Joining a shapefile attribute table to a CSV file
Joining attribute tables to other database tables allows you to use a spatial data set to reference a dataset without any geometry, using a common key between the data tables. A very common use case for this is to join a vector dataset of census attributes to a more detailed census attribute dataset. That is the use case we will demonstrate here by linking a US census track file to a detailed Comma Separated Value (CSV) file containing more in-depth information.
Getting ready
For this recipe you will need a census tract shapefile and a CSV file containing the appropriate census data for the shapefile. You can download the sample dataset from the following URL:
https://github.com/GeospatialPython/Learn/raw/master/census.zip
Extract the data to a directory named /qgis_data/census
.
How to do it...
The join operation is quite involved.
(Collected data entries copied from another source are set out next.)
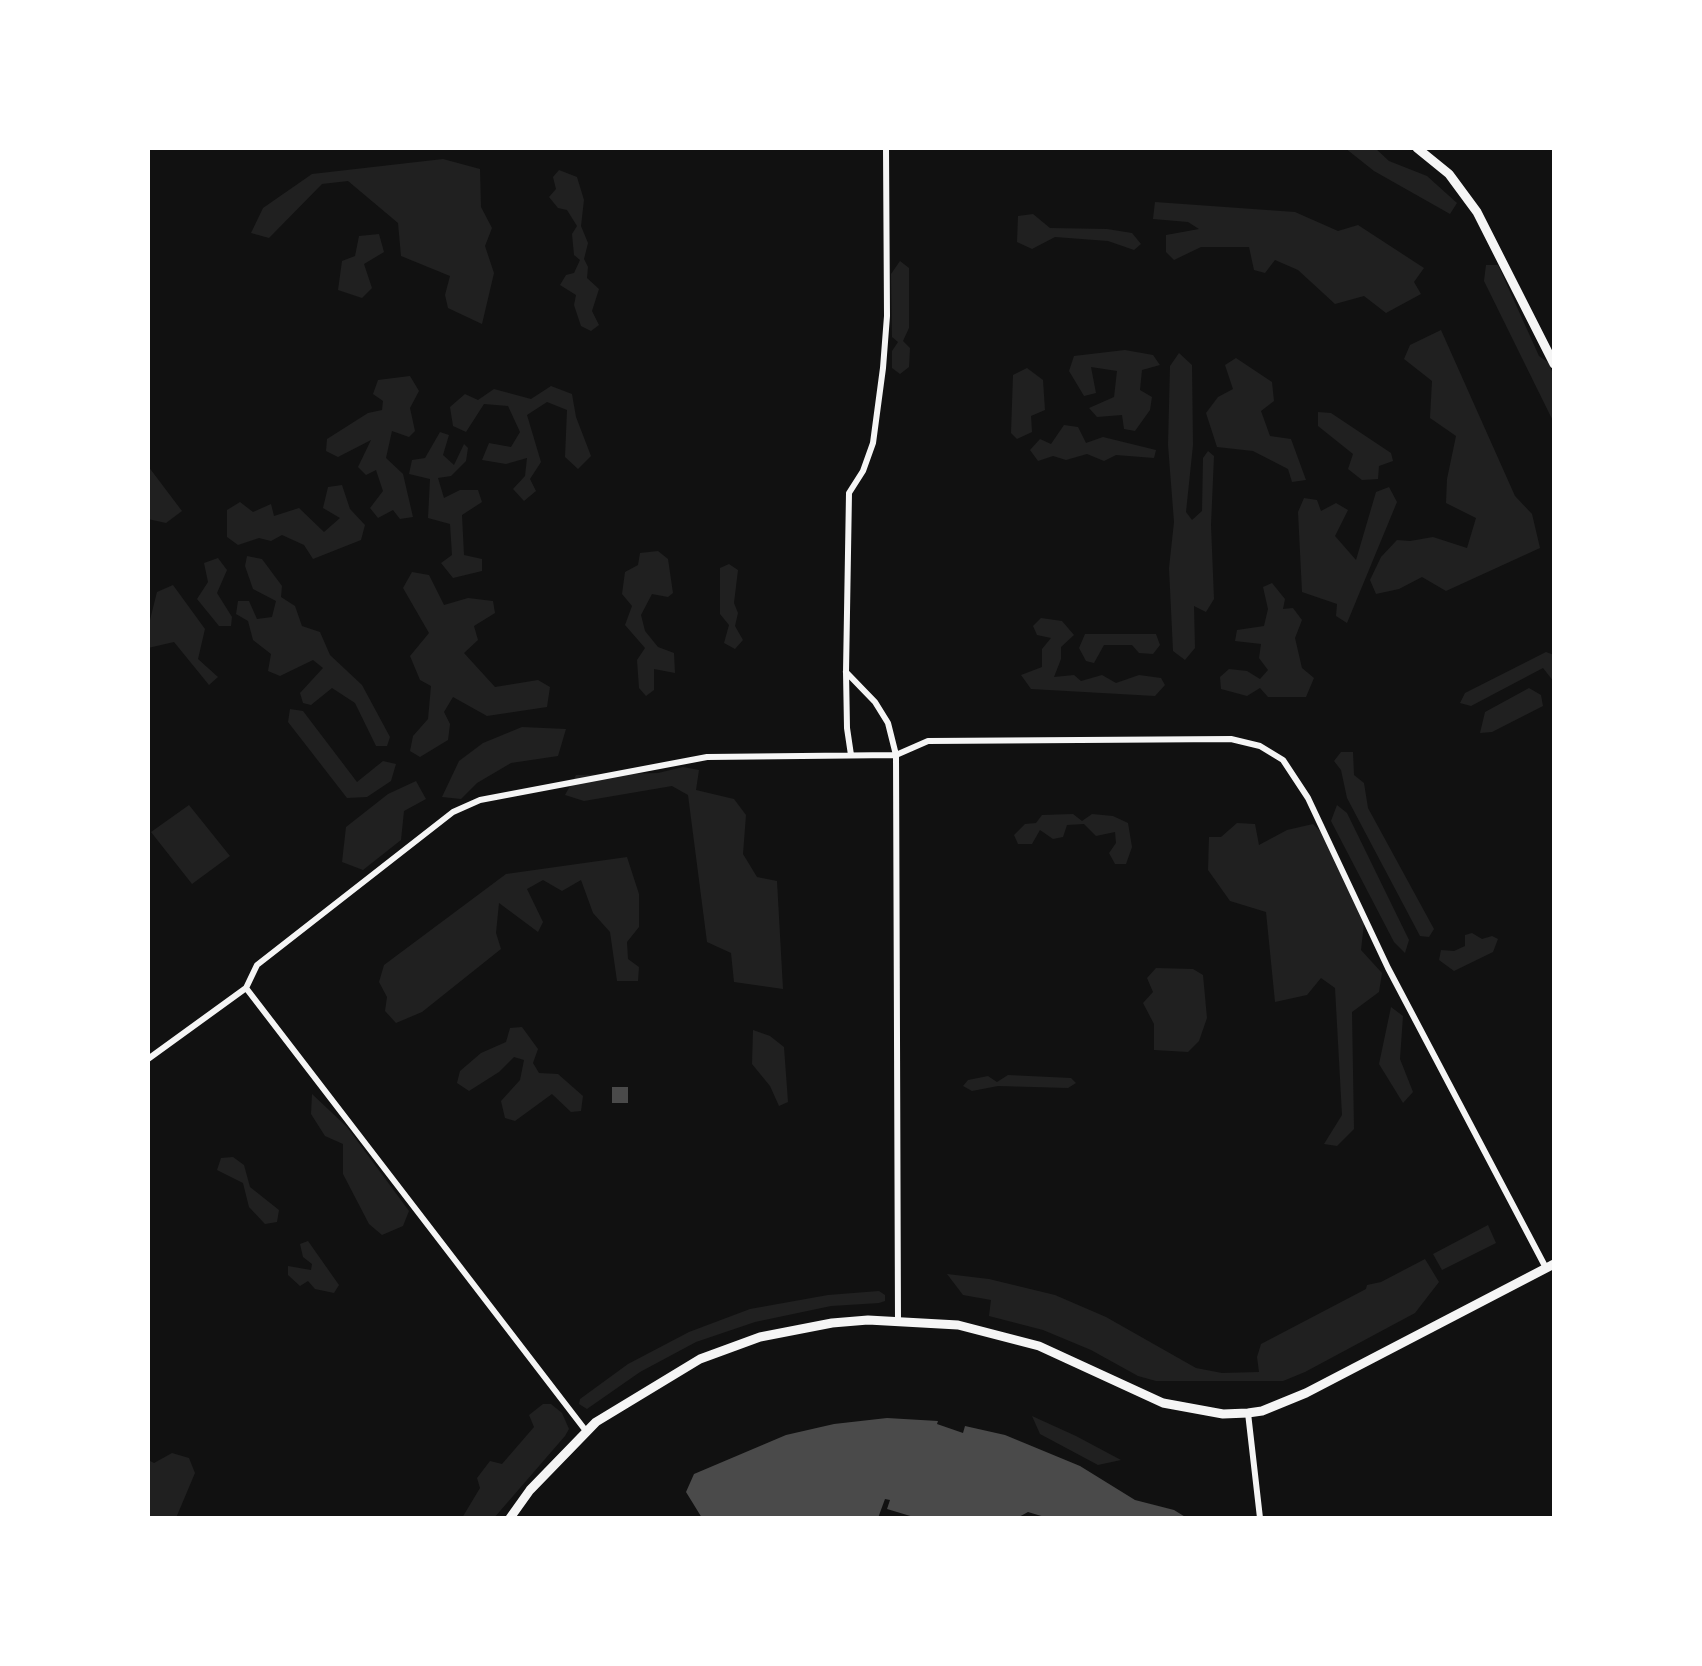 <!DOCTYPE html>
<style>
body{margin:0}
#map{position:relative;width:1702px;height:1666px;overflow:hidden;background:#111;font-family:Overpass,sans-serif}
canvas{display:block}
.frame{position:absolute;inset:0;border:150px solid #fff;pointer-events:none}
</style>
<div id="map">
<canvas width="1702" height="1666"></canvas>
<div class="frame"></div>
</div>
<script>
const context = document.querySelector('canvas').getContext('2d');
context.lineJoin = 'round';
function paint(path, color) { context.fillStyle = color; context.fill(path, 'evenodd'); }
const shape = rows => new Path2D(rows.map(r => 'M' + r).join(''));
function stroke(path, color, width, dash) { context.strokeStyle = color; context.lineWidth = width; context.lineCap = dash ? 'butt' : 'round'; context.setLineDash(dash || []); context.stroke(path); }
paint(shape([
 [1345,148,1375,148,1389,161,1427,176,1457,203,1450,214,1374,171],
 [443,159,480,169,481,207,492,228,485,246,494,273,482,324,448,308,445,295,450,276,401,256,398,223,348,181,322,184,269,238,251,233,263,208,312,174],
 [559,170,577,177,584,200,581,226,588,243,584,259,588,267,587,278,599,289,592,311,599,325,591,331,581,326,574,305,576,295,560,285,566,275,574,273,580,260,574,255,572,234,577,226,567,210,558,208,549,197,556,189,553,177],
 [1155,202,1295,212,1338,231,1358,225,1424,268,1414,282,1421,294,1386,313,1364,296,1335,304,1298,270,1275,260,1265,273,1254,270,1249,247,1201,247,1174,260,1166,252,1166,235,1199,229,1188,222,1153,219],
 [1033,214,1050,228,1107,229,1132,233,1141,244,1134,250,1108,241,1055,237,1032,249,1017,242,1018,216],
 [379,234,384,252,364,264,372,288,362,298,338,290,342,261,355,256,359,236],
 [900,261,909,268,909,328,903,341,910,348,909,367,900,374,892,368,892,351,898,342,892,337,891,274],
 [1486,265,1498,265,1539,356,1549,363,1554,377,1554,423,1484,281],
 [1441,330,1515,496,1532,514,1540,548,1446,591,1422,577,1399,589,1376,594,1370,580,1381,557,1397,540,1410,541,1433,537,1467,548,1476,518,1446,503,1447,479,1456,436,1430,418,1432,381,1404,359,1410,345],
 [1125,350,1153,355,1160,365,1142,370,1140,390,1152,397,1150,410,1135,431,1124,429,1122,415,1097,417,1089,408,1114,397,1117,371,1091,367,1096,393,1084,396,1069,371,1074,356],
 [1179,353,1192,365,1193,445,1186,512,1192,520,1202,511,1203,458,1208,451,1214,456,1211,525,1214,599,1206,612,1194,606,1195,648,1185,660,1173,651,1169,568,1174,522,1168,445,1170,366],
 [1236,358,1272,382,1274,401,1261,411,1270,436,1291,439,1306,480,1292,482,1288,469,1253,451,1217,447,1206,413,1218,397,1233,389,1225,365],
 [1027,368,1043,380,1045,410,1031,416,1032,432,1017,439,1011,433,1013,375],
 [410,376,419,391,410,408,415,431,409,437,392,431,386,458,403,474,413,517,400,519,393,510,378,518,370,508,383,491,376,470,366,475,358,467,371,440,338,457,326,451,327,439,368,413,382,410,383,401,373,394,378,380],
 [551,386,572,394,576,417,591,456,578,469,565,457,567,410,547,402,527,415,541,462,530,479,536,491,524,501,513,489,525,476,527,458,506,464,482,460,489,443,511,447,520,432,508,406,484,404,466,432,453,426,450,407,465,394,478,400,494,389,531,399],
 [1318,412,1331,413,1391,453,1393,461,1379,466,1378,479,1362,480,1348,469,1353,454,1318,426],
 [1064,425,1078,427,1086,443,1103,437,1156,450,1154,458,1116,455,1104,461,1087,454,1066,460,1053,456,1038,461,1030,450,1040,439,1051,444],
 [440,432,449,435,443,455,454,465,464,444,468,448,466,461,451,476,438,478,444,498,460,490,478,490,482,502,462,515,464,555,482,559,482,571,453,578,441,563,452,555,450,524,428,518,430,479,409,474,412,460,425,458],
 [148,466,182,511,166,523,148,519],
 [342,485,350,509,365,525,361,540,313,559,304,545,282,535,271,541,259,538,238,545,227,537,227,510,240,502,253,512,271,504,274,516,299,508,324,532,340,518,323,508,328,487],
 [1389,487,1397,502,1347,623,1336,616,1337,604,1302,592,1298,512,1304,498,1317,500,1321,511,1336,503,1348,510,1335,536,1356,560,1376,492],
 [658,551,668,559,673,593,668,597,652,594,641,615,645,631,658,647,674,653,675,673,654,669,654,690,646,696,639,688,637,660,645,648,625,625,632,606,622,594,625,572,638,565,640,553],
 [247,556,262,559,282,586,281,597,295,606,302,626,320,632,330,655,362,685,390,737,387,746,376,746,355,703,332,688,311,705,303,703,300,693,323,668,313,660,280,676,268,671,271,654,253,640,248,621,236,614,238,601,249,601,257,619,272,617,276,601,253,589,245,566],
 [218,558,227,570,217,593,232,617,231,626,219,626,197,599,208,582,204,563],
 [729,564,738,570,734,603,738,613,735,626,743,640,735,649,724,643,729,625,720,614,720,568],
 [412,572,429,575,444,605,468,598,493,601,495,613,474,626,478,640,464,653,495,687,538,680,550,687,547,707,487,716,453,697,444,712,450,724,448,740,420,757,410,751,413,736,428,719,431,686,420,680,410,656,429,633,403,588],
 [1272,583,1285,599,1283,609,1293,608,1302,620,1295,638,1302,668,1314,678,1306,697,1268,697,1260,688,1247,696,1221,689,1220,677,1229,669,1247,671,1260,679,1268,670,1259,658,1261,644,1235,641,1237,630,1264,626,1268,609,1263,587],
 [173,585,205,629,198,659,218,677,209,685,174,642,148,648,148,628,157,592],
 [1041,618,1062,621,1074,635,1061,647,1061,659,1054,677,1074,675,1081,681,1102,675,1116,683,1139,675,1161,678,1165,685,1155,696,1031,689,1021,675,1042,667,1042,649,1051,638,1037,635,1033,626],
 [1085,634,1156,634,1160,645,1153,654,1139,653,1132,645,1104,645,1094,663,1086,661,1079,648],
 [1546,652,1554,655,1554,682,1543,668,1471,706,1460,703,1465,693],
 [1529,688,1541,695,1543,706,1492,732,1480,733,1485,712],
 [290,709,303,711,357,782,383,761,396,764,391,781,367,797,347,798,288,722],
 [522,727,566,729,558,756,511,763,477,783,461,799,442,797,459,761,483,743],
 [1341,752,1353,752,1354,775,1364,783,1368,808,1434,929,1429,937,1420,936,1347,798,1341,770,1334,761],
 [683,767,699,770,696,790,734,799,746,815,743,854,757,877,777,881,783,989,734,982,731,953,707,942,688,795,672,786,584,801,565,795,576,775,658,773],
 [416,781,426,799,404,811,401,840,363,870,342,862,346,827,388,794],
 [189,805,230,856,192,884,151,832],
 [1337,805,1347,813,1409,940,1405,953,1394,942,1331,821],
 [1073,814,1082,821,1092,814,1113,816,1128,823,1132,847,1126,864,1115,864,1109,853,1116,843,1115,832,1096,836,1084,824,1067,825,1063,837,1053,839,1040,830,1032,844,1018,844,1014,835,1025,824,1036,823,1042,815],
 [1237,823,1255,824,1259,845,1287,830,1313,824,1324,835,1365,915,1361,950,1382,973,1379,992,1352,1012,1354,1129,1337,1146,1324,1144,1342,1115,1335,988,1321,978,1307,995,1275,1002,1266,912,1230,901,1208,870,1209,837,1221,837],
 [627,857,639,894,639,927,627,942,628,959,639,967,638,981,617,981,610,932,593,913,581,880,562,891,543,880,527,889,543,922,538,932,499,903,496,933,501,949,422,1012,396,1023,385,1011,387,997,379,982,384,965,506,874],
 [1472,933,1482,939,1492,936,1498,939,1493,952,1454,971,1439,960,1441,950,1454,951,1465,946,1465,935],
 [1156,968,1193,969,1203,975,1207,1018,1199,1041,1188,1052,1154,1050,1154,1024,1143,1003,1153,992,1147,978],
 [1391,1007,1403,1016,1400,1059,1413,1092,1403,1103,1379,1064],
 [522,1027,538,1049,533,1063,539,1073,558,1074,583,1096,581,1111,571,1112,552,1094,515,1121,505,1118,501,1101,520,1080,524,1060,514,1057,499,1072,469,1091,457,1083,460,1071,481,1053,506,1042,510,1028],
 [753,1030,770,1036,784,1047,788,1102,779,1106,770,1086,752,1064],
 [1008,1075,1071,1078,1076,1083,1068,1088,998,1086,972,1091,963,1086,968,1080,988,1076,997,1082],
 [312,1094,347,1127,409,1211,403,1226,382,1235,369,1224,343,1174,343,1144,325,1136,311,1114],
 [233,1157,244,1165,250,1187,279,1210,277,1222,265,1224,249,1207,243,1183,217,1170,221,1158],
 [1488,1225,1496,1243,1442,1270,1433,1254],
 [308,1241,339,1285,334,1293,315,1289,308,1281,300,1286,288,1275,288,1266,311,1270,312,1264,303,1257,300,1244],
 [1425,1259,1439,1282,1415,1313,1305,1372,1283,1381,1156,1381,1138,1376,1091,1350,1043,1330,989,1316,991,1300,963,1295,947,1274,989,1279,1055,1295,1106,1317,1196,1368,1222,1373,1259,1372,1257,1357,1261,1344,1366,1289,1367,1285,1381,1282],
 [879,1291,885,1295,885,1301,879,1303,831,1306,755,1322,696,1342,640,1372,587,1409,579,1404,580,1399,628,1364,689,1332,750,1309,828,1295],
 [543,1404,551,1404,562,1413,569,1429,565,1436,494,1518,462,1518,480,1488,477,1478,490,1461,502,1464,534,1427,529,1415],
 [1032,1416,1076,1436,1121,1460,1098,1465,1040,1434],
 [172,1453,189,1458,195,1473,176,1518,148,1518,148,1460,154,1463]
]), '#202020');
paint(shape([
 [612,1087,628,1087,628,1103,612,1103],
 [887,1418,938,1421,937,1424,963,1433,965,1426,1005,1435,1080,1466,1135,1500,1174,1510,1187,1518,1048,1518,1028,1512,1017,1518,917,1518,887,1509,890,1500,885,1499,878,1518,702,1518,686,1492,694,1474,786,1435,834,1424]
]), '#4a4a4a');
stroke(shape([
 [846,672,875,702,888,723,896,755,898,1320],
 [851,755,847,728,846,672,849,493,863,471,873,443,883,368,887,316,886,148],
 [246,988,586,1431],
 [148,1059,246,988,257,965,453,812,480,800,707,757,896,755,928,741,1231,739,1260,746,1283,760,1308,798,1388,968,1546,1268],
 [1248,1413,1260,1518]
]), '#f5f5f5', 6);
stroke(shape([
 [1417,148,1449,174,1477,212,1554,364]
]), '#f5f5f5', 9);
stroke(shape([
 [510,1518,530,1490,596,1422,700,1359,760,1337,832,1323,868,1320,958,1325,1039,1346,1163,1403,1223,1414,1248,1413,1262,1411,1306,1393,1554,1264]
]), '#f5f5f5', 9);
</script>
We'll perform this operation and save the layer as a new shapefile with the joined attributes. Then, we'll load the new layer and compare the field count to the original layer to ensure the join occurred:
- Start QGIS.
- From the Plugins menu, select Python Console.
- First, we'll load the county census track layer and validate it:
vectorLyr= QgsVectorLayer("/qgis_data/census/hancock_tracts.shp", "Hancock" , "ogr") vectorLyr.isValid()
- Now, we'll load the CSV file as a layer and validate it as well:
infoLyr = QgsVectorLayer("/qgis_data/census/ ACS_12_5YR_S1901_with_ann.csv", "Census" , "ogr") infoLyr.isValid()
- Now, we must add both layers to the map registry in order for the two layers to interact for the join. However, we will set the visibility to
False
so that the layers do not appear on the map:QgsMapLayerRegistry.instance().addMapLayers([vectorLyr,infoLyr], False)
- Next, we must create a special join object:
info = QgsVectorJoinInfo()
- The join object needs the layer ID of the CSV file:
info.joinLayerId = infoLyr.id()
- Next, we specify the key field from the CSV file whose values correspond to the values in the shapefile:
info.joinFieldName = "GEOid2"
- Then, we specify the corresponding field in the shapefile:
info.targetFieldName = "GEOID"
- We then set the
memoryCache
property toTrue
to speed up access to the joined data:info.memoryCache = True
- Now, we add the join to the layer:
vectorLyr.addJoin(info)
- Next, we will write out the joined shapefile to a new file on disk:
QgsVectorFileWriter.writeAsVectorFormat(vectorLyr, "/qgis_data/census/joined.shp", "CP120", None, "ESRI Shapefile")
- Now, we'll load the new shapefile back in as a layer for verification:
joinedLyr= QgsVectorLayer("/qgis_data/census/joined.shp","Joined" , "ogr")
- Next, verify that the field count in the original layer is 12:
vectorLyr.dataProvider().fields().count()
- Finally, verify that the new layer has a field count of 142 from the join:
joinedLyr.dataProvider().fields().count()
How it works...
This recipe reaches out to the very edge of the PyQGIS API, forcing us to use some workarounds. Most recipes for data manipulation can be performed programmatically without writing data to disk or loading layers onto the map. But joins are different. Because the QgsVectorJoinInfo
object needs the layer ID of the CSV layer we must add both layers to the map layer registry. Fortunately, we can do this without making them visible if we are just trying to write a data manipulation script.
There's more...
You can find an alternate method in a Processing Toolbox script which manually matches up the joined data in Python in the QGIS Join attributes table function. This script creates a whole new shapefile with the joined tables.